Cada vez mais utilizada no planeta, as bicicletas são opções sustentáveis de mobilidade, com emissão zero de qualquer gás do efeito estufa ou outro componente dos combustíveis fósseis. Mas o uso deste transporte vai além da eficiência, para muitos ciclistas o amor ao camelo fala mais forte. “Nada se compara ao simples prazer de pedalar”, esse era o pensamento de John Kennedy, ex-presidente dos Estados Unidos, que reflete o carinho de muitos usuários da magrela. Os irmãos Alisson Cícero e Leandro Andrade foram além de possuírem uma bicicleta. Eles atuam como mecânicos em uma oficina no Parque Maré. Com dedicação, montam e realizam manutenção em diversas bicicletas por dia.

Os irmãos, que preferem dizer que tem a profissão de monteiro, atuam numa oficina na esquina entre as ruas Tatajuba e Teixeira Ribeiro. Os jovens ficam emocionados quando falam desse trabalho familiar. “Começou esse comércio com Seu Nelson, depois meu pai assumiu por sete anos. Em seguida passou o ofício para nós. Eu via meu pai pintando bicicleta e achava aquilo uma arte. Meu pai meteu o pé para o Nordeste e já estamos nessa profissão há 12 anos”, conta Alisson Cícero, mais conhecido como Magrinho, de 25 anos. Ele deu início a vida profissional como camelô em Copacabana, mas depois viu que o seu futuro estava ao lado das bicicletas e na Maré.

Cicero conta que os primeiros passos na profissão foram difíceis, para pegar a confiança da clientela, que via um garoto novo no batente. “Depois fiquei conhecido e vem gente de Ramos, Ilha do Governador e da Vila dos Pinheiros. Em Ramos tem duas oficinas, na Vila do Pinheiro tem três e mesmo assim tem clientes que nos procuram. Os clientes confiam no nosso trabalho, lutei para isso”, diz. Ele desabafa que ao contrário do manuseio, aprendeu a andar de bicicleta na marra, que no dia a dia não rola pedaladas, tem preferência por caminhadas.

O seu irmão, Leandro Andrade, de 24 anos, é o craque das marchas das bicicletas e já sonha em abrir uma filial. “Quero abrir outra, tem muito serviço, com gente que vai em minha casa para consertar bicicleta. O ponto não é importante, pois meu pai trabalhou primeiramente na Baixa do Sapateiro em um beco.

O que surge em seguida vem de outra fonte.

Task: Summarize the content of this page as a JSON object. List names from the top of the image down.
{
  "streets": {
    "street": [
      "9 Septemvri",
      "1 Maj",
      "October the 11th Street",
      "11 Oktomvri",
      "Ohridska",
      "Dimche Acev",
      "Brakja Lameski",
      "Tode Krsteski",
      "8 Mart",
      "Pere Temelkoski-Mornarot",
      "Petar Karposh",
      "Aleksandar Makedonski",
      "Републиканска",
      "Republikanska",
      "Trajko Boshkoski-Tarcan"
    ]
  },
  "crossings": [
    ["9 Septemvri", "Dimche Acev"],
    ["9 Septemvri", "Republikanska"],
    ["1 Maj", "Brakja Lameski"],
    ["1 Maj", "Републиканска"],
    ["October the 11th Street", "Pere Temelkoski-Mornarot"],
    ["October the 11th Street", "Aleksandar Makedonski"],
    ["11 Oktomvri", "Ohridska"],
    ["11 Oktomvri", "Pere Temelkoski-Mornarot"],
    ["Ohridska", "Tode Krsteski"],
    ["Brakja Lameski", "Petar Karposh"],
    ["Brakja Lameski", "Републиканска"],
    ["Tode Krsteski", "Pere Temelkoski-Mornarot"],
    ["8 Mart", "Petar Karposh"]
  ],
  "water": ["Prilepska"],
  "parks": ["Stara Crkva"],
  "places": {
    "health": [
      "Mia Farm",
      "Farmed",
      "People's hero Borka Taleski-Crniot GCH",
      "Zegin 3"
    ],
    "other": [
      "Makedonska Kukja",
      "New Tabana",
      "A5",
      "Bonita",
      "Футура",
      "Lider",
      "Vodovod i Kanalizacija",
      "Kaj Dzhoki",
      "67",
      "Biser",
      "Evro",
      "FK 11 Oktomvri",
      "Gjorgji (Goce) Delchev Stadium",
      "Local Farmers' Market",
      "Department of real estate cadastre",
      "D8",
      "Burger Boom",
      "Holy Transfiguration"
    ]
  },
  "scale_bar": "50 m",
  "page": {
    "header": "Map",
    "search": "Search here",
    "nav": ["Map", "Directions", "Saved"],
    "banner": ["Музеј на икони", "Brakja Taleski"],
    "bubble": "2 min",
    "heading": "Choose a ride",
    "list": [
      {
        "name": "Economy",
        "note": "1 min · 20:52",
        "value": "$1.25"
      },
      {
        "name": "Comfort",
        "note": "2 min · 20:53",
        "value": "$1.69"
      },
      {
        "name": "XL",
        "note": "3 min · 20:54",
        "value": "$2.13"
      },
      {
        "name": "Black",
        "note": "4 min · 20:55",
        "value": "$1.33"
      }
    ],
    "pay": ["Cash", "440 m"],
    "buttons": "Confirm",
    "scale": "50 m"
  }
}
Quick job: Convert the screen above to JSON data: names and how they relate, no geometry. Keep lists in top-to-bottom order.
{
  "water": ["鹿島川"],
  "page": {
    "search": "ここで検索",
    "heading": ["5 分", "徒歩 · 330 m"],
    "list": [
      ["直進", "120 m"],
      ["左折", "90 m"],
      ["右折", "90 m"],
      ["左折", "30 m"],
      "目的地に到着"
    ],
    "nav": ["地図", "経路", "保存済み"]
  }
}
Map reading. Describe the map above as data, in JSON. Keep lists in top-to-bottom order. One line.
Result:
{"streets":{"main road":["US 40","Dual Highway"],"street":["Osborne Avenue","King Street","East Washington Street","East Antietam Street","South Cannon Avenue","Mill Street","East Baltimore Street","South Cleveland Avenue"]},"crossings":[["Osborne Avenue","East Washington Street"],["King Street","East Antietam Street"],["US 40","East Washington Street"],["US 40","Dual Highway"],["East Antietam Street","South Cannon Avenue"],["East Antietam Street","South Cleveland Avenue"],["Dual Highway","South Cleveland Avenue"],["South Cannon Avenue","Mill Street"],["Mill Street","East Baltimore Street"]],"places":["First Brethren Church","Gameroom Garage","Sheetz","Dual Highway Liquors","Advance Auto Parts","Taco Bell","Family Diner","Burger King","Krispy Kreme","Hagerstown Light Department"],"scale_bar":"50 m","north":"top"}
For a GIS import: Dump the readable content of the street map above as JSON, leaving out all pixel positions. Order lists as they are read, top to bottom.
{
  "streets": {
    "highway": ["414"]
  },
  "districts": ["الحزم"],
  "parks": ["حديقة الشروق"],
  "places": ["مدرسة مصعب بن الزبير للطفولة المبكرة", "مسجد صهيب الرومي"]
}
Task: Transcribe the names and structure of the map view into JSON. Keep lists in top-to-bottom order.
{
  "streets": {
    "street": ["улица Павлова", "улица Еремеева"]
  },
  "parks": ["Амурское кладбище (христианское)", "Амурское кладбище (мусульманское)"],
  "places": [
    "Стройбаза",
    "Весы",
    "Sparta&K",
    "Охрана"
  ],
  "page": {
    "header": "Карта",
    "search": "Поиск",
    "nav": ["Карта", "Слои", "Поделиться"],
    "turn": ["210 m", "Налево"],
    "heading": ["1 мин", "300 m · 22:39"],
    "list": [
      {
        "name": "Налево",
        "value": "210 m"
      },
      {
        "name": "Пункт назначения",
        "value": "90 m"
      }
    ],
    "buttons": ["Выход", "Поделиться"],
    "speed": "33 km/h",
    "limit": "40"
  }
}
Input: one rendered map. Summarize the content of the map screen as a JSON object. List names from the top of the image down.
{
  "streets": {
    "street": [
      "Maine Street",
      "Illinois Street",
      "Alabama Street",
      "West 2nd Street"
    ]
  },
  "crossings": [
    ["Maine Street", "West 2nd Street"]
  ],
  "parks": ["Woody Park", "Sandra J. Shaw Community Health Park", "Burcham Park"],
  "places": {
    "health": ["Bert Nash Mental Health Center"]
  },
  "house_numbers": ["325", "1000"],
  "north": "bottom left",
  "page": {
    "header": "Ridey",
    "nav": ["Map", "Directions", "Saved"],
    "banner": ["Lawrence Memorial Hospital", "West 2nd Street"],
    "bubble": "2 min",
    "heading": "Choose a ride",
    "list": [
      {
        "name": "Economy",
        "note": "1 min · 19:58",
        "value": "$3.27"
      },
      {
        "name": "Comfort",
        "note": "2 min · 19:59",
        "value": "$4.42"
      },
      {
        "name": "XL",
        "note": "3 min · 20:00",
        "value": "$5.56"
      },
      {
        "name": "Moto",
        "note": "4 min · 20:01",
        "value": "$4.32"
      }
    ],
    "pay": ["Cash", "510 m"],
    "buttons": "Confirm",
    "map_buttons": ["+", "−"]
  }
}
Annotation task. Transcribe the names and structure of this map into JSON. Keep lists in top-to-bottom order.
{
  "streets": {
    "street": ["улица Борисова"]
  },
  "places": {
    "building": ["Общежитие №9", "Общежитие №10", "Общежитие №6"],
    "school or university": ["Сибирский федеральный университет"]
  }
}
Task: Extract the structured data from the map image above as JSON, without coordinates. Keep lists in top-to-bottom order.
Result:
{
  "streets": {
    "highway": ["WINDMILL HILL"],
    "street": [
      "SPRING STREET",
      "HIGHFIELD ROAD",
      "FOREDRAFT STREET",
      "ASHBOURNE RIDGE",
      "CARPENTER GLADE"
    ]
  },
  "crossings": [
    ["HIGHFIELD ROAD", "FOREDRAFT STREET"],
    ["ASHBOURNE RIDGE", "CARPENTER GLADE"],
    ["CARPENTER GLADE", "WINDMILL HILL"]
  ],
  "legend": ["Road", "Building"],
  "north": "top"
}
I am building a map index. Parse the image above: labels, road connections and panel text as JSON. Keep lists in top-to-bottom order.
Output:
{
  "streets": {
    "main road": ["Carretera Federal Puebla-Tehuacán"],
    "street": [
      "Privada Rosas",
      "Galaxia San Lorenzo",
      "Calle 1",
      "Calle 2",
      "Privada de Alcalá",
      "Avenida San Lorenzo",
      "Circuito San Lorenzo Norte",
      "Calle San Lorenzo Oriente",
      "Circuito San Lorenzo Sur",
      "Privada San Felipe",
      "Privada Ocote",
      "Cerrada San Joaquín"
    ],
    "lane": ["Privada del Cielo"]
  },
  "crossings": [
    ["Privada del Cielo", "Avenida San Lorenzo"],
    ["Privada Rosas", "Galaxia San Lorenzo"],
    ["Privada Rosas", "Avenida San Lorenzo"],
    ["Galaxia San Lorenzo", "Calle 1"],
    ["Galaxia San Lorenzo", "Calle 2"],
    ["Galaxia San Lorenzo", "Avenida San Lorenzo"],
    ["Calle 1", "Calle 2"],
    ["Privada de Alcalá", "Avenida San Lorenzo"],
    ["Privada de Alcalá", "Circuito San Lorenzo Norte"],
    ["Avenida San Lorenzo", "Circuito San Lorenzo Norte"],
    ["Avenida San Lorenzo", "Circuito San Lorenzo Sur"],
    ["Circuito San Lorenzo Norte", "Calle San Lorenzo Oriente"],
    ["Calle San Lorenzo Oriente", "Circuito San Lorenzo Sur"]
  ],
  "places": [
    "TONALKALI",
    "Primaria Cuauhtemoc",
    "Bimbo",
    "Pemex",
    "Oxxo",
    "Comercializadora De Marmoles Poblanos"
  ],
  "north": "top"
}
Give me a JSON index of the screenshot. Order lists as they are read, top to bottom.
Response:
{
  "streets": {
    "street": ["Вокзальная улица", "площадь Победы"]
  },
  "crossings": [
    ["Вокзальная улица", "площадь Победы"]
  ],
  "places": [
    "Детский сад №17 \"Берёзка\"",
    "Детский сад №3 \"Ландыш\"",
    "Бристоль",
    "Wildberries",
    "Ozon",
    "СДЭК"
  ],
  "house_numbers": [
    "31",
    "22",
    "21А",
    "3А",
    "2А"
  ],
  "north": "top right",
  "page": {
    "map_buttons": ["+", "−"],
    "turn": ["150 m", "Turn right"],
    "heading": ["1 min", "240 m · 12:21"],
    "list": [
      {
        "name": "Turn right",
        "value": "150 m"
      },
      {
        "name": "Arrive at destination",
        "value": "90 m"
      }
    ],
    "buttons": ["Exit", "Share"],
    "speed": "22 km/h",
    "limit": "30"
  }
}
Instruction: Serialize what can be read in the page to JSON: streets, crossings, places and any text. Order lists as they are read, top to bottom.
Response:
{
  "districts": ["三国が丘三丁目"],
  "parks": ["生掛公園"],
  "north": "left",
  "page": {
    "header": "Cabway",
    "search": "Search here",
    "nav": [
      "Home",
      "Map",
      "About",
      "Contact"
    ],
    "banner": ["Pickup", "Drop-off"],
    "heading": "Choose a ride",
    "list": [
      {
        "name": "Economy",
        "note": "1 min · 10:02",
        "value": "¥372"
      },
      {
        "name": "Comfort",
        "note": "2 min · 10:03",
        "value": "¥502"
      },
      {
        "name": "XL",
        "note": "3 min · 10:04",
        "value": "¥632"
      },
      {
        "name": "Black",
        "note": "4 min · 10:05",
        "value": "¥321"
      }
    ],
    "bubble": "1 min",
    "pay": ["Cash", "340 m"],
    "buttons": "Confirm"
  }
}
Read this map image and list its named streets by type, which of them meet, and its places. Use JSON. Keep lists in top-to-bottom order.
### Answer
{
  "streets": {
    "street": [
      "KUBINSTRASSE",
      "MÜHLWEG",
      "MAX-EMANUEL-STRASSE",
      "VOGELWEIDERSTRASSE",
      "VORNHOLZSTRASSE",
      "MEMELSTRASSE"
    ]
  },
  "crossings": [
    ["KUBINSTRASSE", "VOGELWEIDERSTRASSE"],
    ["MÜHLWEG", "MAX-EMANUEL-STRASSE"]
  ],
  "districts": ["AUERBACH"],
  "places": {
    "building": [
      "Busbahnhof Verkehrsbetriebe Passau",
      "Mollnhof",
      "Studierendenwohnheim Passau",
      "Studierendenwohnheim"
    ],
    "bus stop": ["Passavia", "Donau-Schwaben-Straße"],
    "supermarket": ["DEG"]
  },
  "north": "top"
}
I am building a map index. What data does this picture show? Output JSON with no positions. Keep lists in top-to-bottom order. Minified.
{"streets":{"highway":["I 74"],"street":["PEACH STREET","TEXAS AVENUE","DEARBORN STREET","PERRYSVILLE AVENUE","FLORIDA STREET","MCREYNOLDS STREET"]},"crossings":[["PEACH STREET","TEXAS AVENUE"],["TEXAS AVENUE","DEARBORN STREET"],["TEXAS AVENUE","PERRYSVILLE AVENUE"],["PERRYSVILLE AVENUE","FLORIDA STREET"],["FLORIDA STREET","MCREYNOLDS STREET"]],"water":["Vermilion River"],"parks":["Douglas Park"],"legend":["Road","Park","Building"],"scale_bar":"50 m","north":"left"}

O segredo é trabalhar bem satisfeito, com amor no coração e o cliente sair satisfeito, para voltar depois. Não vou desistir do sonho de partir para uma filial. Posso até começar com uma barraca coberta por lona e depois ir crescendo com o negócio”, expõe. 

Uso de bicicleta aumenta em todo país

Segundo pesquisa realizada por Glaucia Pereira, especialista em mobilidade urbana e fundadora da Multiplicidade Mobilidade Urbana, revela que o Brasil tem uma frota estimada de mais de 33 milhões de bicicletas. O Estado do Rio de Janeiro teria um total de 2.654.198, o que representa a média de 15 bicicletas para cada 100 habitantes. Uma outra pesquisa realizada pela Strava, aplicativo para Android e iPhone que permite registrar número de pedaladas, corridas e outras atividades físicas, mostrou que, em 2021, houve um aumento do uso das bicicletas em diversas cidades do país. Em segundo lugar ficou a cidade do Rio de Janeiro, com uma elevação de 25%, perdendo apenas para Curitiba.

Profissão de pai para filhos propicia o maior número de bicicletas em bom estado circulando pelas ruas da Maré (Foto: Matheus Affonso)

Os números mostram que os irmãos terão sempre muito trabalho, fato que é confirmado por eles. “No dia bom são 15 a 20 bicicletas que são consertadas. No ano passado foram nós dois e mais dois amigos para montar as bicicletas para o Dia das Crianças. Foram no total 120 bicicletas, com dois dias e uma noite sem dormir, só rolou cochilo e no rodízio. Foi um grande desafio”, revela Cícero. Quando se fala do trabalho que mais aparece, eles são unânimes. “Na maioria das vezes são pneus furados que precisam de remendos. Muitos furos de pneus são no dia seguinte ao baile, por causa de vidros“, conta Andrade.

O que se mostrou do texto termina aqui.